Il vero movente dell’assassinio politico di Boris Johnson

La vulgata comune vuole che Boris Johnson sia caduto per un paio di scandaletti di troppo. Un danno reputazionale ingestibile e drammatico che avrebbe scatenato lo spirito censorio e puritano del Partito conservatore. Gli scandali – party in pandemia e palpeggiamenti omosessuali coperti – uccidono politicamente un leader soltanto quando il contesto generale lo ha già indebolito. E checché se ne dica, questo caso non fa eccezione.
Chi può pensare che l’uomo che inventato la campagna del Leave, preso il partito e sfilato la debole Theresa May da Downing Street, “chiuso” il Parlamento per diverse settimane, azzerato Nigel Farage, stravinto le elezioni e cambiato il Brexit deal potesse perdere la poltrona esclusivamente per un po’ di immoralità? Gli scandali sono la patina, la superficie, materia da antipolitica da tabloid. Le cose sono un po’ più complesse.
Tutte le spaccature fra i tories
Il Partito conservatore ha attraversato – sempre dai banchi del governo – una mutazione che pochi altri partiti al mondo avrebbero potuto fronteggiare: la divisone tra brexiteers e remainers prima, quella tra pro e anti-Johnson poi, a cui segue quella della pandemia tra “aperturisti” totali e “chiusuristi” moderati, infine la separazione tra liberisti thatcheriani e i fautori di nuove politiche keynesiane. Poi sulla riapertura post-pandemia si è innestata l’inflazione, nel Regno Unito ancora più alta che altrove.

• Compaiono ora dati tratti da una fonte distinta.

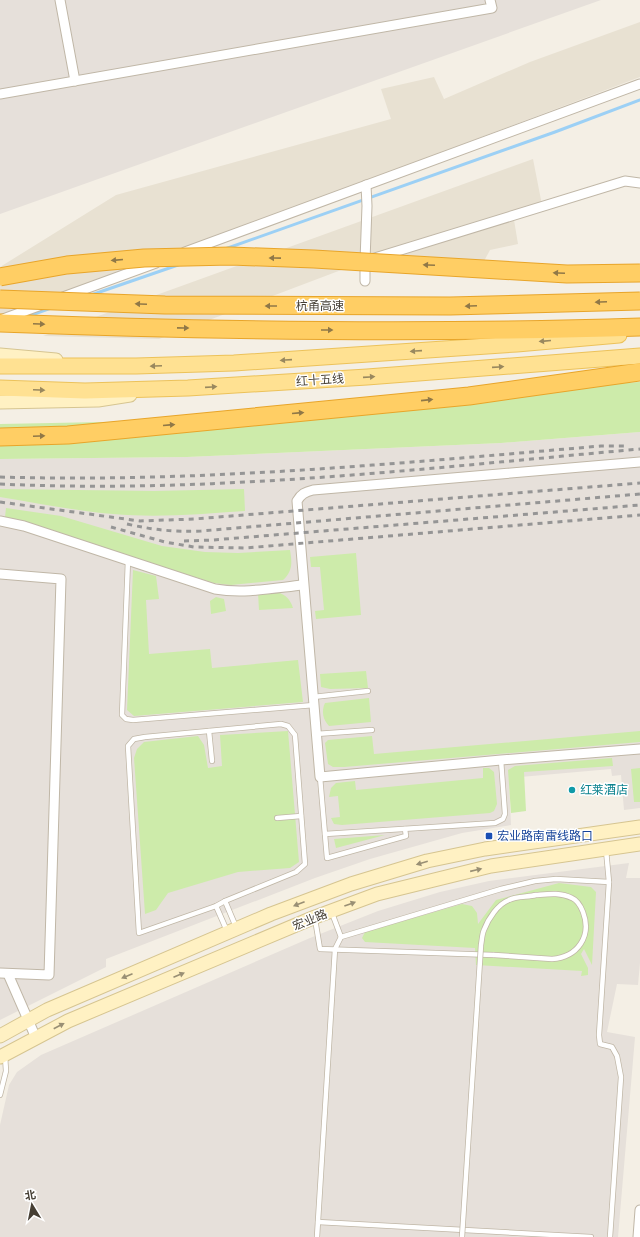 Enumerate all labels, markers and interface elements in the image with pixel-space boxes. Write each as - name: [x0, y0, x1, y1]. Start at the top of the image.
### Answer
- one-way arrow: [269, 254, 281, 261]
- one-way arrow: [111, 257, 123, 263]
- one-way arrow: [423, 262, 435, 269]
- one-way arrow: [553, 270, 565, 277]
- street label: 杭甬高速: [296, 298, 344, 313]
- one-way arrow: [594, 299, 607, 305]
- one-way arrow: [135, 301, 147, 308]
- one-way arrow: [264, 303, 277, 309]
- one-way arrow: [464, 303, 477, 309]
- one-way arrow: [33, 321, 46, 327]
- one-way arrow: [177, 325, 189, 332]
- one-way arrow: [321, 327, 334, 333]
- one-way arrow: [539, 338, 551, 345]
- one-way arrow: [410, 348, 422, 355]
- one-way arrow: [280, 356, 292, 363]
- one-way arrow: [150, 362, 162, 369]
- one-way arrow: [492, 364, 504, 371]
- street label: 红十五线: [295, 370, 344, 389]
- one-way arrow: [363, 373, 375, 380]
- one-way arrow: [205, 383, 217, 390]
- one-way arrow: [33, 386, 45, 393]
- one-way arrow: [421, 397, 433, 403]
- one-way arrow: [292, 410, 304, 416]
- one-way arrow: [162, 422, 175, 429]
- one-way arrow: [33, 432, 45, 439]
- place label: 红莱酒店: [580, 782, 628, 797]
- marker: 红莱酒店: [567, 785, 577, 795]
- place label: 宏业路南雷线路口: [497, 828, 593, 843]
- marker: 宏业路南雷线路口: [484, 831, 494, 841]
- one-way arrow: [416, 860, 428, 866]
- one-way arrow: [470, 867, 482, 873]
- one-way arrow: [345, 900, 357, 906]
- one-way arrow: [292, 901, 304, 907]
- street label: 宏业路: [290, 906, 329, 933]
- one-way arrow: [173, 972, 184, 978]
- one-way arrow: [121, 973, 133, 979]
- one-way arrow: [53, 1022, 65, 1029]
- north arrow: [12, 1185, 52, 1225]
- text: 北: [24, 1187, 37, 1203]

Errori, indecisioni e ricatti
Boris Johnson aveva al suo arco la freccia della guerra in Ucraina e l’ha utilizzata il più possibile, sull’antiputinismo il partito è unito, ma non è bastato. L’insoddisfazione economica e sociale è il vero movente dell’assassinio politico del primo ministro, che non è stato immune da errori. Troppo indeciso nell’affrontare la crisi, troppo ondivago sul paradigma economico da seguire, prigioniero delle cospicue minoranze del partito. Per un pezzo ampio dei conservatori, troppo statalista e interventista; per un altro, troppo austero e moderato.
Così, a due anni dalle elezioni, con la Brexit ancora da mettere in pratica, un’economia in frenata ed un costo della vita alle stelle, il partito ha deciso di liberarsi dello scandaloso primo ministro.
Cosa resta di BoJo
Cosa resta di Boris? La storia, cioè l’uscita del Regno Unito dall’Unione Europea e la dimostrazione che la volontà politica dell’autogoverno di una nazione può contare ancora più dell’economicismo, ad opera del più classico – famiglia “imperiale” nelle origini e nelle relazioni, Oxford, il giornalismo, la politica – e istrionico – menefreghismo condito da cultura classica, sregolatezza da gentlemen’s club, populismo paternalistico da razza padrona – dei suoi figli. Per tutto il resto, ai posteri l’ardua sentenza.